Das ganze Problem ist nur dann diskutierbar,

wenn man von de Existenz geistiger Welten "hinter" der Physik ausgeht. Tut man es nicht, ist jede Wahrsagerei per se Humbug. Tut man es doch, geht also von der Existenz dieser geistigen Welten aus, ist trotzdem die meiste Wahrsagerei Humbug, weil es einfach zu viele Menschen gibt, die auf ein Trittbrett aufspringen und sagen: "Ich bin Wahrsager/in. - Beweist mal das Gegenteil." Insofern haben wir es hier wieder einmal - wie eigentlich immer bei geistigen Dingen - mit einem sehr heterogenen Feld zu tun, da dieses Feld per se nicht verifizierbar und nicht falsifizierbar ist und sich deshalb dort alles mögliche tummelt. Das ändert jedoch nichts an dem Umstand, dass die Existenz von Dingen eben NICHT davon abhängt, ob man sie verifizieren oder falsifizieren kann. Mit anderen Worten: Falls es eine geistige Welt "hinter" der (heutigen) Physik gibt, gibt es sie - und nicht erst dann, wenn man sie nachweisen kann.

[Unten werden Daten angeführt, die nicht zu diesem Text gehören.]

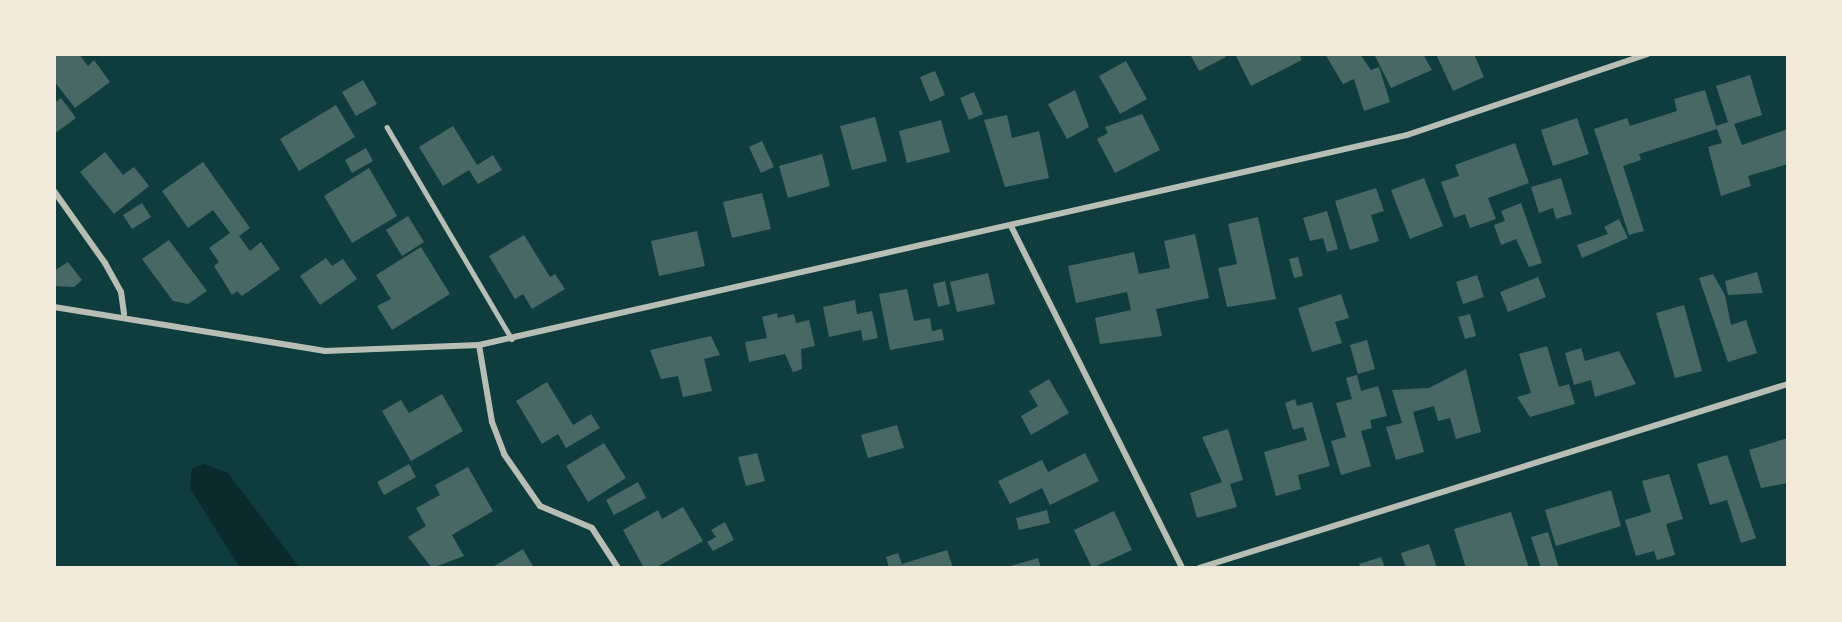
<!DOCTYPE html>
<style>
body{margin:0}
#map{position:relative;width:1842px;height:622px;overflow:hidden;background:#0f3d3e;font-family:Lora,serif}
div>[style]{position:absolute}
.water>*{inset:0;background:#0a2a2b}
.building>*{inset:0;background:#486865}
.service>*{height:4.5px;margin:-2.25px;padding:0 2.25px;transform-origin:2.25px;border-radius:2.25px;background:#b8beb3}
.minor>*{height:6px;margin:-3px;padding:0 3px;transform-origin:3px;border-radius:3px;background:#b8beb3}
span{translate:-50% -50%;white-space:nowrap;text-align:center;line-height:1.15;-webkit-text-stroke:6px #f1e9da;paint-order:stroke}
.frame{position:absolute;inset:0;border:56px solid #f1e9da;pointer-events:none}
</style>
<div id="map">
<div class="water">
<i style="clip-path:polygon(204px 464px,228px 473px,300px 568px,240px 568px,190px 488px,192px 468px)"></i>
</div>
<div class="building">
<i style="clip-path:polygon(54px 54px,79px 54px,88px 66px,94px 60px,110px 82px,75px 108px,54px 81px)"></i>
<i style="clip-path:polygon(1190px 54px,1224px 54px,1226px 57px,1199px 71px)"></i>
<i style="clip-path:polygon(1235px 54px,1299px 54px,1302px 60px,1251px 86px)"></i>
<i style="clip-path:polygon(1325px 54px,1360px 54px,1371px 70px,1379px 67px,1390px 102px,1364px 111px,1354px 79px,1343px 84px)"></i>
<i style="clip-path:polygon(1374px 54px,1423px 54px,1432px 70px,1391px 88px)"></i>
<i style="clip-path:polygon(1436px 54px,1474px 54px,1484px 77px,1453px 91px)"></i>
<i style="clip-path:polygon(1126px 61px,1147px 99px,1120px 114px,1099px 76px)"></i>
<i style="clip-path:polygon(935px 71px,945px 95px,930px 102px,920px 77px)"></i>
<i style="clip-path:polygon(1750px 75px,1762px 115px,1734px 124px,1742px 145px,1788px 129px,1788px 164px,1748px 176px,1751px 186px,1721px 196px,1708px 147px,1722px 143px,1717px 129px,1639px 154px,1641px 160px,1623px 166px,1644px 231px,1629px 235px,1594px 129px,1627px 118px,1630px 126px,1677px 111px,1674px 99px,1705px 90px,1716px 126px,1728px 122px,1716px 86px)"></i>
<i style="clip-path:polygon(363px 80px,377px 104px,356px 116px,342px 92px)"></i>
<i style="clip-path:polygon(1075px 90px,1089px 127px,1067px 139px,1048px 104px)"></i>
<i style="clip-path:polygon(974px 92px,983px 114px,969px 120px,960px 98px)"></i>
<i style="clip-path:polygon(61px 98px,76px 118px,54px 134px,54px 103px)"></i>
<i style="clip-path:polygon(336px 105px,355px 137px,299px 171px,280px 139px)"></i>
<i style="clip-path:polygon(1142px 114px,1160px 150px,1115px 173px,1097px 139px,1108px 133px,1105px 127px)"></i>
<i style="clip-path:polygon(1007px 115px,1012px 138px,1039px 131px,1049px 178px,1005px 187px,984px 120px)"></i>
<i style="clip-path:polygon(875px 117px,887px 161px,852px 170px,840px 126px)"></i>
<i style="clip-path:polygon(1577px 118px,1589px 154px,1553px 166px,1541px 130px)"></i>
<i style="clip-path:polygon(941px 120px,950px 152px,907px 163px,899px 131px)"></i>
<i style="clip-path:polygon(453px 126px,477px 165px,493px 155px,502px 170px,478px 184px,469px 170px,443px 186px,419px 147px)"></i>
<i style="clip-path:polygon(762px 141px,774px 167px,761px 173px,749px 147px)"></i>
<i style="clip-path:polygon(1515px 143px,1529px 183px,1488px 198px,1496px 219px,1470px 228px,1465px 214px,1454px 218px,1441px 182px,1459px 176px,1455px 165px)"></i>
<i style="clip-path:polygon(366px 148px,373px 161px,352px 173px,345px 160px)"></i>
<i style="clip-path:polygon(105px 152px,123px 175px,134px 167px,149px 186px,114px 214px,80px 172px)"></i>
<i style="clip-path:polygon(822px 154px,830px 186px,788px 198px,779px 166px)"></i>
<i style="clip-path:polygon(203px 162px,250px 228px,239px 236px,250px 251px,261px 242px,280px 269px,242px 296px,237px 291px,232px 295px,214px 266px,219px 262px,209px 248px,230px 233px,213px 210px,188px 228px,162px 191px)"></i>
<i style="clip-path:polygon(369px 168px,397px 216px,352px 243px,324px 196px)"></i>
<i style="clip-path:polygon(1424px 178px,1443px 226px,1410px 239px,1391px 190px)"></i>
<i style="clip-path:polygon(1561px 178px,1572px 214px,1556px 219px,1553px 208px,1539px 213px,1531px 187px)"></i>
<i style="clip-path:polygon(1376px 188px,1384px 211px,1371px 215px,1379px 241px,1350px 250px,1335px 201px)"></i>
<i style="clip-path:polygon(762px 193px,771px 229px,732px 238px,723px 202px)"></i>
<i style="clip-path:polygon(142px 203px,151px 217px,132px 229px,123px 215px)"></i>
<i style="clip-path:polygon(1521px 203px,1542px 263px,1529px 267px,1516px 239px,1501px 245px,1494px 225px,1505px 221px,1501px 211px)"></i>
<i style="clip-path:polygon(1327px 211px,1338px 249px,1327px 252px,1323px 238px,1310px 241px,1303px 218px)"></i>
<i style="clip-path:polygon(408px 216px,424px 242px,402px 256px,386px 230px)"></i>
<i style="clip-path:polygon(1258px 217px,1276px 299px,1227px 307px,1218px 268px,1237px 264px,1228px 224px)"></i>
<i style="clip-path:polygon(1619px 219px,1628px 238px,1582px 258px,1577px 245px,1608px 234px,1604px 227px)"></i>
<i style="clip-path:polygon(697px 231px,705px 266px,659px 276px,651px 241px)"></i>
<i style="clip-path:polygon(1195px 234px,1209px 298px,1156px 309px,1162px 336px,1100px 344px,1095px 318px,1131px 310px,1127px 292px,1076px 303px,1068px 266px,1134px 252px,1139px 274px,1170px 268px,1164px 241px)"></i>
<i style="clip-path:polygon(524px 235px,550px 277px,555px 274px,565px 289px,532px 309px,523px 294px,515px 299px,489px 256px)"></i>
<i style="clip-path:polygon(169px 240px,207px 291px,188px 304px,173px 301px,142px 259px)"></i>
<i style="clip-path:polygon(421px 247px,450px 294px,392px 330px,377px 306px,391px 299px,376px 275px)"></i>
<i style="clip-path:polygon(1298px 257px,1303px 276px,1294px 278px,1289px 259px)"></i>
<i style="clip-path:polygon(326px 258px,332px 266px,343px 259px,357px 279px,320px 305px,300px 276px)"></i>
<i style="clip-path:polygon(68px 262px,82px 280px,74px 287px,54px 286px,54px 271px)"></i>
<i style="clip-path:polygon(1757px 272px,1763px 293px,1728px 295px,1725px 281px)"></i>
<i style="clip-path:polygon(988px 273px,995px 304px,957px 312px,950px 282px)"></i>
<i style="clip-path:polygon(1713px 274px,1725px 295px,1731px 325px,1746px 320px,1757px 353px,1728px 362px,1699px 278px)"></i>
<i style="clip-path:polygon(1477px 275px,1484px 297px,1463px 304px,1456px 282px)"></i>
<i style="clip-path:polygon(1538px 277px,1546px 297px,1508px 312px,1500px 292px)"></i>
<i style="clip-path:polygon(945px 281px,950px 304px,938px 307px,933px 284px)"></i>
<i style="clip-path:polygon(907px 289px,914px 321px,930px 318px,932px 331px,942px 329px,944px 340px,890px 350px,879px 294px)"></i>
<i style="clip-path:polygon(1341px 294px,1349px 318px,1335px 322px,1342px 343px,1312px 352px,1298px 308px)"></i>
<i style="clip-path:polygon(855px 300px,857px 314px,872px 311px,878px 338px,863px 341px,861px 330px,829px 337px,823px 307px)"></i>
<i style="clip-path:polygon(1684px 305px,1702px 371px,1675px 378px,1656px 313px)"></i>
<i style="clip-path:polygon(777px 313px,778px 318px,794px 314px,796px 323px,809px 320px,815px 346px,801px 349px,802px 369px,793px 372px,785px 354px,749px 362px,745px 342px,767px 338px,762px 317px)"></i>
<i style="clip-path:polygon(1470px 314px,1476px 336px,1465px 339px,1458px 317px)"></i>
<i style="clip-path:polygon(711px 336px,720px 355px,704px 359px,712px 391px,683px 397px,678px 376px,661px 379px,650px 350px)"></i>
<i style="clip-path:polygon(1367px 340px,1375px 369px,1358px 374px,1350px 345px)"></i>
<i style="clip-path:polygon(1547px 346px,1559px 387px,1569px 384px,1575px 404px,1530px 417px,1517px 397px,1531px 393px,1519px 354px)"></i>
<i style="clip-path:polygon(1581px 348px,1585px 361px,1619px 351px,1636px 384px,1595px 397px,1591px 380px,1574px 385px,1565px 353px)"></i>
<i style="clip-path:polygon(1466px 369px,1481px 432px,1456px 439px,1450px 418px,1438px 421px,1434px 406px,1413px 412px,1424px 452px,1396px 460px,1386px 427px,1402px 423px,1392px 390px,1429px 388px)"></i>
<i style="clip-path:polygon(1357px 375px,1361px 391px,1378px 386px,1387px 416px,1370px 420px,1372px 428px,1361px 431px,1371px 466px,1341px 475px,1331px 441px,1346px 437px,1336px 403px,1352px 399px,1346px 378px)"></i>
<i style="clip-path:polygon(1049px 379px,1069px 413px,1031px 435px,1021px 416px,1038px 406px,1029px 391px)"></i>
<i style="clip-path:polygon(547px 382px,573px 425px,591px 414px,600px 428px,566px 448px,558px 434px,542px 444px,516px 401px)"></i>
<i style="clip-path:polygon(442px 394px,463px 431px,411px 461px,382px 411px,401px 400px,409px 413px)"></i>
<i style="clip-path:polygon(1295px 399px,1297px 406px,1312px 402px,1330px 466px,1298px 475px,1301px 489px,1276px 496px,1264px 452px,1307px 440px,1303px 427px,1293px 430px,1285px 403px)"></i>
<i style="clip-path:polygon(897px 425px,904px 448px,868px 458px,861px 435px)"></i>
<i style="clip-path:polygon(1228px 429px,1243px 480px,1230px 484px,1237px 507px,1197px 518px,1190px 493px,1222px 482px,1202px 437px)"></i>
<i style="clip-path:polygon(1788px 438px,1788px 483px,1761px 488px,1749px 450px)"></i>
<i style="clip-path:polygon(604px 443px,626px 478px,588px 502px,566px 466px)"></i>
<i style="clip-path:polygon(757px 453px,765px 481px,746px 486px,738px 457px)"></i>
<i style="clip-path:polygon(1085px 453px,1099px 481px,1050px 505px,1042px 488px,1010px 504px,998px 481px,1042px 460px,1048px 472px)"></i>
<i style="clip-path:polygon(1727px 455px,1756px 538px,1741px 543px,1727px 500px,1710px 505px,1697px 464px)"></i>
<i style="clip-path:polygon(409px 464px,416px 477px,384px 495px,377px 482px)"></i>
<i style="clip-path:polygon(468px 467px,493px 511px,452px 535px,464px 556px,432px 568px,408px 537px,426px 526px,416px 508px,440px 495px,435px 485px)"></i>
<i style="clip-path:polygon(1669px 474px,1683px 519px,1666px 524px,1675px 555px,1657px 560px,1654px 551px,1636px 556px,1625px 520px,1651px 512px,1642px 481px)"></i>
<i style="clip-path:polygon(638px 482px,646px 498px,614px 515px,606px 500px)"></i>
<i style="clip-path:polygon(1611px 490px,1621px 526px,1556px 546px,1545px 510px)"></i>
<i style="clip-path:polygon(683px 507px,703px 541px,655px 568px,644px 568px,623px 530px,658px 510px,662px 519px)"></i>
<i style="clip-path:polygon(1047px 510px,1050px 523px,1019px 530px,1016px 518px)"></i>
<i style="clip-path:polygon(1114px 511px,1132px 550px,1092px 568px,1074px 530px)"></i>
<i style="clip-path:polygon(1511px 512px,1529px 568px,1466px 568px,1454px 529px)"></i>
<i style="clip-path:polygon(725px 522px,734px 540px,713px 551px,707px 542px,716px 537px,711px 530px)"></i>
<i style="clip-path:polygon(1548px 532px,1559px 568px,1541px 568px,1531px 537px)"></i>
<i style="clip-path:polygon(1429px 544px,1437px 568px,1406px 568px,1401px 553px)"></i>
<i style="clip-path:polygon(523px 549px,534px 568px,491px 568px)"></i>
<i style="clip-path:polygon(947px 550px,953px 568px,889px 568px,886px 557px,898px 553px,902px 564px)"></i>
<i style="clip-path:polygon(1381px 557px,1385px 568px,1361px 568px,1359px 564px)"></i>
<i style="clip-path:polygon(1038px 558px,1041px 568px,1007px 568px,1007px 567px)"></i>
</div>
<div class="service">
<i style="left:387px;top:127px;width:246px;rotate:59.5deg"></i>
</div>
<div class="minor">
<i style="left:54px;top:191px;width:88px;rotate:54.7deg"></i>
<i style="left:105px;top:263px;width:33px;rotate:61deg"></i>
<i style="left:121px;top:292px;width:22px;rotate:82deg"></i>
<i style="left:1011px;top:226px;width:382px;rotate:63.4deg"></i>
<i style="left:54px;top:307px;width:275px;rotate:9.2deg"></i>
<i style="left:325px;top:351px;width:154px;rotate:-2.2deg"></i>
<i style="left:479px;top:345px;width:951px;rotate:-12.75deg"></i>
<i style="left:1407px;top:135px;width:254px;rotate:-18.6deg"></i>
<i style="left:479px;top:345px;width:78px;rotate:80.4deg"></i>
<i style="left:492px;top:422px;width:34px;rotate:69deg"></i>
<i style="left:504px;top:454px;width:63px;rotate:55.3deg"></i>
<i style="left:540px;top:506px;width:56px;rotate:22.9deg"></i>
<i style="left:592px;top:528px;width:48px;rotate:57deg"></i>
<i style="left:1199px;top:568px;width:617px;rotate:-17.35deg"></i>
</div>
<div class="frame"></div>
</div>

Insofern sind die Einlassungen von "frei100" schon ernst zu nehmen, denn unter christlichen Gesichtspunkten (es sei daran erinnert, dass die christliche Kultur von der Mehrheit der Bevölkerung als "Benchmarker" des Abendlandes verstanden wird) gibt es sehr wohl eine Geisterwelt - so wie es Strahlungen gibt, die man nicht sieht. Und die Grundsatzfrage lautet: Darf man sich auf Interaktionen zwischen Dasein und Geisterwelt einlassen. Und da sagt das Christentum "nein". Und das Christentum sagt nicht deshalb "nein", weil es Geisterseherei als Humbug versteht, sondern weil es Geisterseherei eben NICHT als Humbug versteht. - In diesem Sinne möge jeder überprüfen, auf welcher Basis er/sie eigentlich für oder gegen Wahrsagerei ist.